While The Hill may be accurate in its prediction about gun control being a central issue in 2022, the firearms community is already pushing back in defense of gun rights.
As announced a few days ago, the Second Amendment Foundation and Citizens Committee for the Right to Keep and Bear Arms, have expanded their already ambitious television advertising campaigns to reach millions of Americans via more than 20 cable networks. This week, they’re airing a combined total of 143 spots. So far this year, both groups have aired 60-second messages more than 2,000 times, and the effort will continue.
“Waging this battle on two fronts, with SAF on one flank and CCRKBA on the other, is the most effective way to raise public awareness about the serious threat the Biden-Harris administration is posing to a cornerstone right enshrined in our Constitution,” said Alan Gottlieb, SAF founder and CEO, and chairman of the Citizens Committee.
The campaign has so far brought more than 116,000 new members and supporters to the organizations, he said.
“We’ve been able to secure several million dollars’ worth of advertising so far this year, and the timing of our campaign has been critical,” Gottlieb said in a news release. “People are waking up to just how far out of step Biden’s Democratic Party has become with mainstream America. Violent crime is skyrocketing. Murders are on the rise. Meanwhile, far left Democrat administrations in cities such as Seattle, Portland, Minneapolis and New York are alienating police officers and talking about defunding law enforcement. The party—with Biden in the lead—also wants to release criminals without bail and add further restrictions on the right to keep and bear arms.
“These are dangerous policies,” he observed, “and the public response is pretty clear. Gun and ammunition sales, including those to first-time gun buyers, are setting new records.”
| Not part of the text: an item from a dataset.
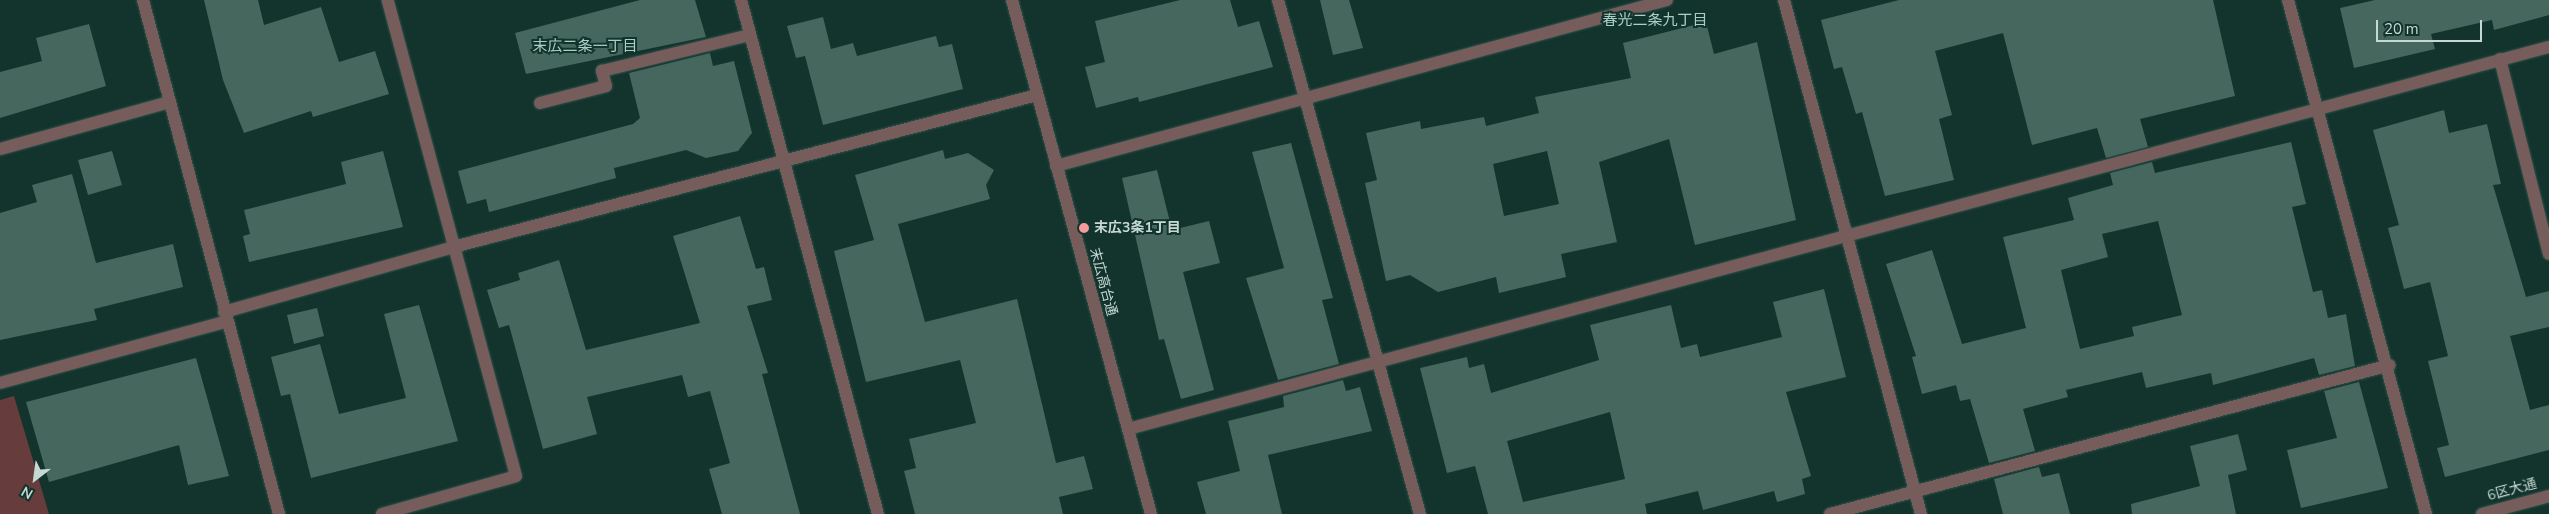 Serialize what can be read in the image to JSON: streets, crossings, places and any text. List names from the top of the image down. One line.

Perhaps the looming battle was best summed by GOP strategist Ford O’Connell in a comment he made to The Hill.
“Democrats can talk gun control until they’re blue in the face but the problem they face at the ballot box in 2022 is skyrocketing crime in cities and states that they control,” O’Connell said. “Talk of gun control is a distraction to try to hold their base together because when I look at this, the root cause of the skyrocketing crime, outside of coming out of COVID, is really their ‘defund the police’ message.”
But forewarned is forearmed. The Second Amendment community can start right now, challenging statements from Democrats and gun prohibition lobbying groups. If The Hill is correct in its assessment of the 2022 battleground, the fight has already commenced.